Vodafone Idea maintained that it acted on a request from the registered email and followed standard procedures for Corporate Owned Corporate Paid (COCP) connections. The company denied violating TRAI guidelines and identified itself as an "intermediary" under Section 79 of the IT Act, which shields it from liability for communication content. It emphasized that SIM issuance follows DoT regulations, not the IT Act, and that it doesn't manage banking information.
The complainants accused both organizations of negligence. They argued that VIL disregarded the number's roaming status and failed to verify through secondary contacts or mandatory audio-video procedures required by DoT regulations.
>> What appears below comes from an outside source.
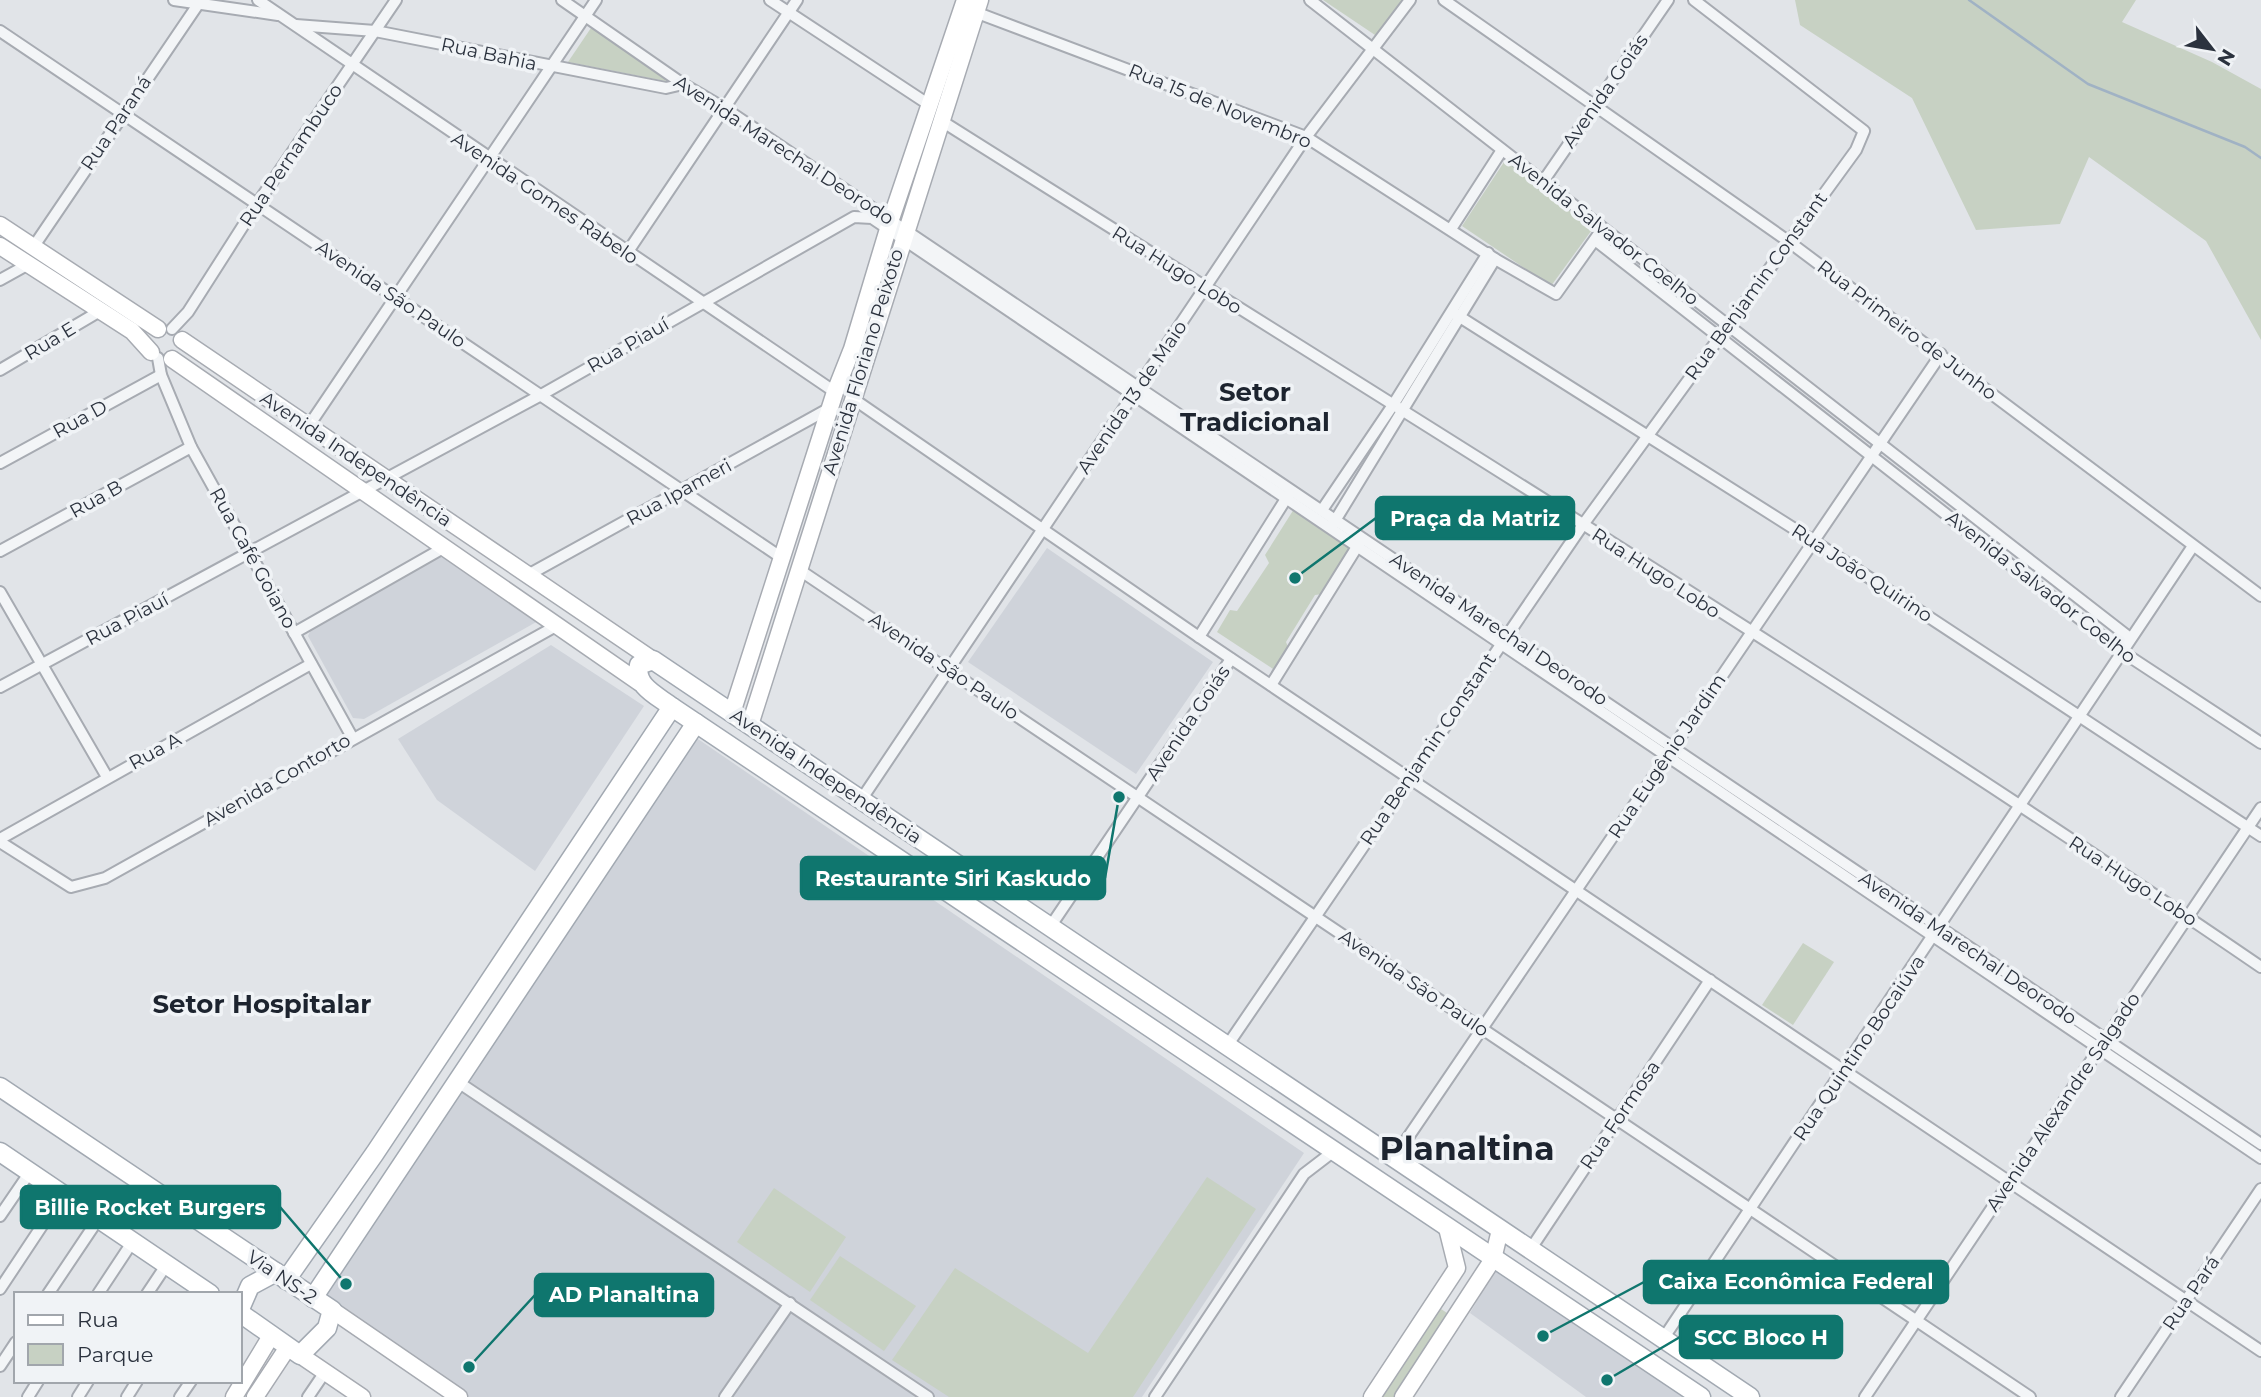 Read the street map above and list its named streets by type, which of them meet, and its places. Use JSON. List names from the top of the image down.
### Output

ICICI Bank was criticized for permitting large-value transactions on a non-working day and bypassing mandatory waiting periods for newly added beneficiaries.
"This isn't simply an error; it reveals underlying systemic weaknesses," an individual familiar with the case told NDTV.
The Cyber Crime Branch investigation uncovered a broader pattern of SIM-swap scams involving Vodafone Idea cards in Ahmedabad. A report presented during hearings noted at least 20 similar cases in the city involved VIL SIMs, with little evidence of proactive measures by the company to prevent recurring incidents.
Further evidence indicates an organized criminal network. More than 34 mule accounts have been identified, with three FIRs being prepared against individuals managing these accounts. Employees from two banks are under investigation for possible involvement, and 18 SIM card vendors are being examined for issuing SIMs based on falsified identities. Extensive financial and cyber forensic analyses continue to uncover the network enabling these crimes.
The adjudicating officer referenced previous rulings, including a Jaipur case where VIL was found liable for similar KYC failures, and a Mumbai decision emphasizing telecom companies' responsibility to prevent fraud.
Hearings occurred between February 2024 and January 2025, with the officer permitting Collective Trade Links Pvt. Ltd. to join as a co-complainant. The complainants sought refunds from ICICI Bank (including overdraft interest), compensation from VIL, and penalties under the IT Act.
During final arguments, the petitioners invoked the doctrine of Res Ipsa Loquitur—where negligence is presumed—and presented evidence suggesting VIL personnel may have assisted fraud networks, including connections to cybercrime groups. "Criminals target weekends due to reduced monitoring, and companies like VIL must strengthen their vigilance," the complainants' counsel argued.
The Adjudicating Officer imposed a combined penalty and compensation of Rs 15,00,000 on the respondents for negligence leading to the SIM-swap fraud. Specifically:
ICICI Bank was instructed to pay Rs 10,00,000 as compensation and penalty under Sections 43(g) and 43(j) of the Information Technology Act, 2000.
Vodafone Idea Limited was ordered to pay a penalty of Rs 5,00,000 under Section 43(g) of the IT Act.
Additionally, ICICI Bank was directed to refund the principal amount of Rs 1,05,00,000 to the petitioner according to circular guidelines within six weeks.